Se podría decir que Francesc nació dos veces. La primera vez fue en la Clínica Sant Jordi del distrito IX de Barcelona, en plena primavera de 1962. El 12 de mayo de 1994, en la autopista que va de Oporto a Lisboa, Francesc volvió a nacer. Del cielo caía una lluvia furiosa. Pisó el acelerador de su Audi 80 hasta alcanzar una velocidad de 180 kilómetros por hora. Quería llegar a su casa a tiempo para la cena. Era el director de la compañía Kellogg’s en Portugal. Como era el único país europeo que no estaba liderado por la marca en la industria de los cereales, Francesc fue enviado a la capital lusa para desbancar a la competencia.
Todo ocurrió muy rápido. Un camión atravesado en la autopista. Pocos segundos para tomar una decisión. Dos opciones: si dirigía el carro hacia la izquierda, atropellaba al hombre que le hacía señas desde un costado de la autopista. Si frenaba, se empotraba contra un camión accidentado. Francesc se decidió por un golpe de volante. El carro empezó a dar vueltas. Chocó contra dos personas que estaban en la orilla. Las dos personas murieron. El carro siguió dando vueltas y Francesc escuchó un “crack”: el sonido de su cuello al romperse.

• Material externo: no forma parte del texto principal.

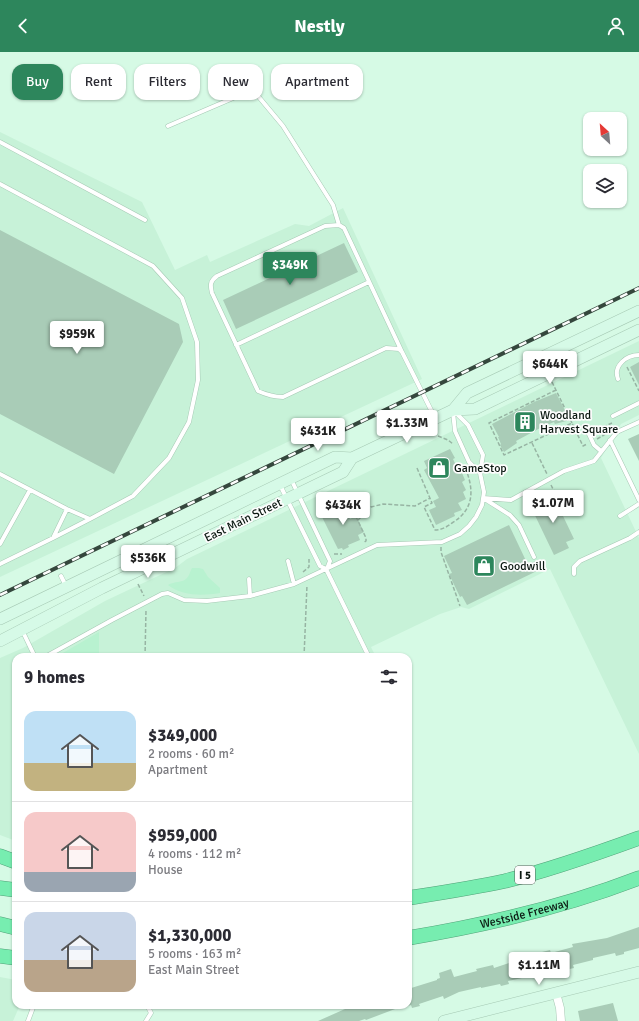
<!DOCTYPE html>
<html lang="en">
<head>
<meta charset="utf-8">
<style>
	body { margin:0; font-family:Signika,sans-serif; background:#f7f7f7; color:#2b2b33; height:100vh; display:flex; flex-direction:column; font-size:15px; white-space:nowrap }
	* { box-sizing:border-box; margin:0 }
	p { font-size:13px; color:#7c7c81 }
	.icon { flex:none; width:22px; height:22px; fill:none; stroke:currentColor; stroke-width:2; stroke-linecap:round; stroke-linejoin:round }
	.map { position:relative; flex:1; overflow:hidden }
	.sheet { position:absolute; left:12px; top:601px; width:400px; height:356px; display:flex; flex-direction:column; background:#fff; border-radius:12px; box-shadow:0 1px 3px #0004 }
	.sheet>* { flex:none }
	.top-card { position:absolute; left:12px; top:12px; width:400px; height:36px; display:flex; gap:8px }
	.needle { width:26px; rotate:334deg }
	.fabs { position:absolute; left:583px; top:60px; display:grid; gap:8px }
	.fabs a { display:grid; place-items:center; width:44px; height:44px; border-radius:8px; background:#fff; box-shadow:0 1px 3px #0004; font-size:20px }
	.price { position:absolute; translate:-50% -34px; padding:0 9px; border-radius:4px; background:#fff; color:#222; font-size:13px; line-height:26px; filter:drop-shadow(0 1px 2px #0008) }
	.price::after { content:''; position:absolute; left:50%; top:24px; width:12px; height:9px; margin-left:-6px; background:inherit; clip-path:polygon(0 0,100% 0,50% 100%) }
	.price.current { background:#2d865c; color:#fff }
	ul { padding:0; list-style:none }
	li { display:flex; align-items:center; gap:12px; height:100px; padding:0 12px }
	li+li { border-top:1px solid #e1e1e2 }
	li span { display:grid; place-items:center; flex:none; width:112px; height:80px; border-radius:12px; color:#555 }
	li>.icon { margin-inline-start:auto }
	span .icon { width:48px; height:48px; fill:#fffc; stroke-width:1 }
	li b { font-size:17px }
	h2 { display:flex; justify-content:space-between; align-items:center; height:48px; padding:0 12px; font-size:17px }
	.chip { padding:0 14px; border-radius:12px; background:#fff; box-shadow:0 1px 3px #0004; font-size:14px; line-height:36px }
	.chip.current { background:#2d865c; color:#fff }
	header { display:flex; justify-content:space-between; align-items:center; height:52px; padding:0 12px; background:#2d865c; color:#fff; font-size:18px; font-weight:700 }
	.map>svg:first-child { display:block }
	.built { fill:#c7f2d8 }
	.green { fill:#b8f2d0 }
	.building { fill:#a9ccb7 }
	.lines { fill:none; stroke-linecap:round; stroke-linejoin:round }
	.lane-casing { stroke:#a6c9b4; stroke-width:5 }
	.street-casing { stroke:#a6c9b4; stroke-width:9 }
	.secondary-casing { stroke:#a6c9b4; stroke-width:12 }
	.highway-casing { stroke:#51a278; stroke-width:15 }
	.path { stroke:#97b4a3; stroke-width:1.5; stroke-dasharray:4 2; stroke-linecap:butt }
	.lane { stroke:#fff; stroke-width:4 }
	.street { stroke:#fff; stroke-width:8 }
	.secondary { stroke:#d6fae7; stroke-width:11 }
	.highway { stroke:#77edb0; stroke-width:14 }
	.rail-casing { stroke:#35473d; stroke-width:4 }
	.rail { stroke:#fdfdfd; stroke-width:2.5; stroke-dasharray:8; stroke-linecap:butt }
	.labels { text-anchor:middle; stroke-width:3.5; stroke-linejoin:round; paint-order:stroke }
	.shield { fill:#fdfdfd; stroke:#535c57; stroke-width:1 }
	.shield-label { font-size:11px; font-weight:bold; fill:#0a1710 }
	.poi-label { font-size:12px; fill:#0a1710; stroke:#fdfdfd; text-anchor:start }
	.street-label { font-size:12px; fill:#0a1710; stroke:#fdfdfd }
</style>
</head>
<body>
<header><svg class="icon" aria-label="back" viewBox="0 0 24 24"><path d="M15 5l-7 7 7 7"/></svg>Nestly<svg class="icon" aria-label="person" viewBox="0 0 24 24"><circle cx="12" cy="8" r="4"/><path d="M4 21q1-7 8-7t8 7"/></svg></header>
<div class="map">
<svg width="639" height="969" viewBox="0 0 639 969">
	<rect width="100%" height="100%" fill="#d6fae5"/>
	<path class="built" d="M0 80 142 150 175 218 207 203 210 210 295 172 309 174 343 156 422 327 0 525Z
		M639 289V363L621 372 601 406 639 486V702L550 517 469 557 461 555 440 562 371 595 376 605H16V789L0 783V606L23 596 105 549 175 516 187 507Z
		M0 925 16 928V953H20L13 969H0Z"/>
	<path class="green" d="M192 516H199L203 517 208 525 220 536V541C202 544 182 544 168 533 174 529 183 531 187 526 190 523 190 519 192 516Z
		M99 580V605H56Z"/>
	<path class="building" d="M0 178 179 272 183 290 114 422 0 362Z
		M344 191 358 220 236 277 223 248Z
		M639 310V333L630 315Z
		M556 341 570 368 555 372 554 370 542 375 516 389 517 391 504 400 500 393 501 392 498 385H499L492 372 534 350Z
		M639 382V409L628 387Z
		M450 397 455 406 453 407 460 422 462 421 465 428 462 430 466 438 463 440 466 447 458 451 462 458 454 461 455 464 436 473 429 458 436 455 433 449 439 446 424 418 427 416 424 409Z
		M553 443 574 487 566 490 569 496 554 503 530 453Z
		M342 449 350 467 356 464 364 480 358 483 360 488 348 493 349 495 343 498 342 496 338 497 322 465 331 461 328 456Z
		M509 473 528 513 535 509 539 518 467 553 462 544 460 545 449 522 452 521 444 504Z
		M639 875V896L624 900V902L616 904 615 901 593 906V908L573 913 574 916 565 918 564 917 508 929 509 932 501 934 500 932 481 936V935L459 940 444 947 443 944 419 952 420 954 412 956 411 953 408 954V937L437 928V927L440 926 439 921 451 917 454 925 477 919 476 917 493 913 494 916 509 911 534 906V902L550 898 551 901 573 895 572 892 607 886Z
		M613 951 618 969H580L578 959Z
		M354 953H403V954L366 968 365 967 359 969H318Z"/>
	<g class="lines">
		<g class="lane-casing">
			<path id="lane" d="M168 74 245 41 258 44 283 74 333 153 339 173
				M0 90 145 168
				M0 132 153 214 182 246 197 290 198 328 189 370 169 406 133 444 90 467
				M236 293 369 230
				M402 300 344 176 339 173 325 174 217 224C210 229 210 233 212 241L258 339C267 343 273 345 283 345L386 296 399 297 402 300 435 366
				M618 327C613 314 626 303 639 303
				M453 360 455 379 469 410 480 421
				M613 364 639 351
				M587 378 594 393 601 399
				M610 388 639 448
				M0 422 67 457 90 467 53 486 0 512
				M291 427 330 509 327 517
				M280 433 320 514 326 517
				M483 446 511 448 564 419 594 409 617 380 639 370
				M483 446 510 463 519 473 534 505
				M620 464 639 452
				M53 486 67 457
				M0 492 30 438
				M288 509 294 532
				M326 517 369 605
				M574 522V515L580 509 630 486 639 480
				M61 524 66 534
				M249 527 250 544
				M22 578 35 605
				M45 605 112 568 162 542 168 541 184 548 207 549 250 544 294 532 377 493 442 490 460 482 469 474 476 465 482 453 484 440 480 421 483 403 468 373 455 360
				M28 969 34 953
				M146 969 151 961 147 953"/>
		</g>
		<g class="street-casing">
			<path id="street" d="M556 941 560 956 561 969"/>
		</g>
		<g class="secondary-casing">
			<path id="secondary" d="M453 358 467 341 639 259
				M0 567 335 405 352 406
				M0 589 102 536 343 420 352 406 453 358 475 357 639 278
				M444 969 639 920"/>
		</g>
		<g class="highway-casing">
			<g id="highway">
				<path d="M0 804 16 810"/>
				<path d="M0 836 16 838"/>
				<path d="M408 846C440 841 473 836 505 829 550 818 595 802 639 786"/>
				<path d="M0 872 16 876"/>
				<path id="s1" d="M408 886C487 873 564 855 639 826"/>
				<path d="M0 904 16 906"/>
			</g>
		</g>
		<path class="path" d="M627 315 639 339
			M552 330 572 371
			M556 338 489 371 504 403 572 371 583 394 587 392
			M438 384 448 388 453 392
			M597 387 604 383 601 376 612 371
			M532 391 547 422
			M417 416 432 451 424 455 435 478C441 478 447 475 452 471 475 457 474 437 465 415
			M351 454 366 486V489L363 491
			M527 454 555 441 551 433
			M358 468 371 455 383 452 415 454 430 446
			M441 495V500L460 554
			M334 502H342
			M303 520 309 515V507
			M138 532 144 544
			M145 605 146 558H147
			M304 605 307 533"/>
		<use href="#lane" class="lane"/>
		<use href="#street" class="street"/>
		<use href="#secondary" class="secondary"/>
		<use href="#highway" class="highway"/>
		<g class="rail-casing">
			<path id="rail" d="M0 543 639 236"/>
		</g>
		<use href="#rail" class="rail"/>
	</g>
	<defs>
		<g id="building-square" transform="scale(1.15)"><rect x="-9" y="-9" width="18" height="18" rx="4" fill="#2d865c" stroke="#fdfdfd"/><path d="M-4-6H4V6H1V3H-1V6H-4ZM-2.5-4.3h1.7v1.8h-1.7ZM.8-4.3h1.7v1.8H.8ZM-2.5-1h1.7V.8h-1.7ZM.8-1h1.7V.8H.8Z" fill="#fff"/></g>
		<g id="shop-square" transform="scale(1.15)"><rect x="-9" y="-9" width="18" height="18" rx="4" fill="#2d865c" stroke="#fdfdfd"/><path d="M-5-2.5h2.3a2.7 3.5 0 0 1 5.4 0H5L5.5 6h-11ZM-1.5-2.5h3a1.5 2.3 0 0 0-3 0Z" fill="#fff"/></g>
	</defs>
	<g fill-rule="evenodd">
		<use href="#building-square" x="525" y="370"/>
		<use href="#shop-square" x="439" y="416"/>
		<use href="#shop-square" x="484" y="514"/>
	</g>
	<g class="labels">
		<rect class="shield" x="515" y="814" width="20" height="18" rx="3"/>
		<g class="shield-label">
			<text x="525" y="827">I 5</text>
		</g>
		<g class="poi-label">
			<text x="540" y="367">Woodland<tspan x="540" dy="14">Harvest Square</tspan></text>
			<text x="454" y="420">GameStop</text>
			<text x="500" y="518">Goodwill</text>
		</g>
		<g class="street-label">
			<text transform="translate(243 468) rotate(-26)" y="4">East Main Street</text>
			<text dy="4" stroke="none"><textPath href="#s1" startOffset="119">Westside Freeway</textPath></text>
		</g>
	</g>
</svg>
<div class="fabs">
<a><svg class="needle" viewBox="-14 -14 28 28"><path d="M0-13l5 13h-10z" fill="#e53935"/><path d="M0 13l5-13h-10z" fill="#7c7c81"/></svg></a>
<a><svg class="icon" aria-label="layers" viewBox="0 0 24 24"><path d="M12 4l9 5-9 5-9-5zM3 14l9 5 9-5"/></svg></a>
</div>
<b class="price current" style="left:290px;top:234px">$349K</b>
<b class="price" style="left:77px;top:303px">$959K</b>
<b class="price" style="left:550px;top:333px">$644K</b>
<b class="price" style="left:407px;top:392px">$1.33M</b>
<b class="price" style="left:318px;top:400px">$431K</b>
<b class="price" style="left:553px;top:472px">$1.07M</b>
<b class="price" style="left:343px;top:474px">$434K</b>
<b class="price" style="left:148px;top:527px">$536K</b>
<b class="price" style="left:539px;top:934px">$1.11M</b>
<div class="top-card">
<a class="chip current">Buy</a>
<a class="chip">Rent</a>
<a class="chip">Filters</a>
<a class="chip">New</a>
<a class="chip">Apartment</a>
</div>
<section class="sheet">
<h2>9 homes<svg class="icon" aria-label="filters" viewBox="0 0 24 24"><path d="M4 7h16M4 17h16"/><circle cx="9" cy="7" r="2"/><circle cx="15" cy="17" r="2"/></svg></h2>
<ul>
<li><span style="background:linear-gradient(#bfe0f5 65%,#c2b280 0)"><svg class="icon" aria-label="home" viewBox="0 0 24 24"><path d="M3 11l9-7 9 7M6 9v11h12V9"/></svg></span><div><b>$349,000</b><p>2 rooms · 60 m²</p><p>Apartment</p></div></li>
<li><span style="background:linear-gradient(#f6c9c9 75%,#9aa5b1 0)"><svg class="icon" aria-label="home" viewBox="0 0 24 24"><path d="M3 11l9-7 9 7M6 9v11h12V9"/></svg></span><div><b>$959,000</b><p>4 rooms · 112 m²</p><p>House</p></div></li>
<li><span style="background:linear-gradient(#c9d6e8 60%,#b9a48a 0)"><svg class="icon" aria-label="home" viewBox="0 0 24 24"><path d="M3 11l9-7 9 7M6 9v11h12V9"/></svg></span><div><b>$1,330,000</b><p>5 rooms · 163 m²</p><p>East Main Street</p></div></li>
</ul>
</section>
</div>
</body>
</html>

“Nunca más volverás a caminar”. Fue el diagnóstico del médico español que viajó a Lisboa para acompañarlo a Barcelona en un avión ambulancia. Francesc no lo creía. En Barcelona le confirmaron que tenía un daño permanente que afectaba su movilidad y su sensibilidad desde el pecho hasta los pies. “No puedo mover las manos. Puedo mover los brazos pero, si te fijas, mis brazos son muy delgaditos, porque aquí, en el tríceps, no tengo musculatura. Necesito ayuda para todo. Para vestirme, para ducharme, para entrar y salir de la silla de ruedas. Necesito ayuda para cortar un trozo de carne, para abrocharme los botones de la camisa. Pero me siento afortunado. Me quedó una buena pensión. Mi independencia económica me permite hacer cosas que otros tetrapléjicos no pueden hacer”.
Después de varios meses hospitalizado, Francesc tuvo que enfrentarse a las secuelas físicas y emocionales del accidente: inseguridad, frustración, miedo, culpa. Tenía 35 kilos menos, un cuerpo que ya no respondía a sus deseos y muchas preguntas. ¿Cómo es la vida sexual de un tetrapléjico? Ningún médico se lo explicó. Si, como había aprendido desde niño, el sexo nace y muere en los genitales, no le quedaba más remedio que elegir el camino de la castidad.
Una tarde, muy cerca de su casa, una mujer que paseaba con su perro le preguntó: “¿Necesitas ayuda para cruzar?”. Lo invitó a compartir un helado de nata que tenía en su bolso. Francesc pensó que a esa mujer le fallaba una neurona, o que su condición parecía más sombría de lo que él imaginaba. Se sentía incómodo. Volvía del cine y, en mitad de la película, su colector de orina se rompió. Aunque el olor y la sensación de humedad apuraban su necesidad de regresar al apartamento, aceptó la invitación. Conversaron un rato. Del tiempo, de perros, de la vida.
“Empezamos a relacionarnos sin necesidad de ir a ningún lado. Simplemente conversar, compartir un tiempo, pasear… No había esa urgencia de ir a la cama. Yo no la tenía y ella, por lo que me contó, tampoco. Un día, de manera natural, cuando llevábamos un tiempo, nos dimos el primer beso. Y yo, con aquel primer beso, descubrí algo que no había descubierto en mi vida. Encontré una dimensión mucho más gratificante, si cabe, que la epidérmica. Era la dimensión espiritual, energética o como se quiera etiquetar a la unión que conseguimos sintetizar sin apenas poner voluntad; una dimensión que todavía era primeriza para mí, pero que con el paso de los años y de algunos episodios de difícil catalogación acabaría por convertirse en mi hábitat predilecto”.
Todo lo que puede ser nombrado, lo pequeño y lo inmenso, existe primero en nuestra mirada y se extiende más allá de un horizonte previsible a través de los ojos del otro. Hace algunos años, con sus ojos chispeantes y azules, Francesc me contó su historia. Entendí que dos seres pueden descubrir la alteridad que subyace dentro de sí mismos si están dispuestos a lo inesperado, al misterio que nos ofrece un encuentro. Esta es la palabra que me trajo el nuevo año debajo de un ala: encuentro.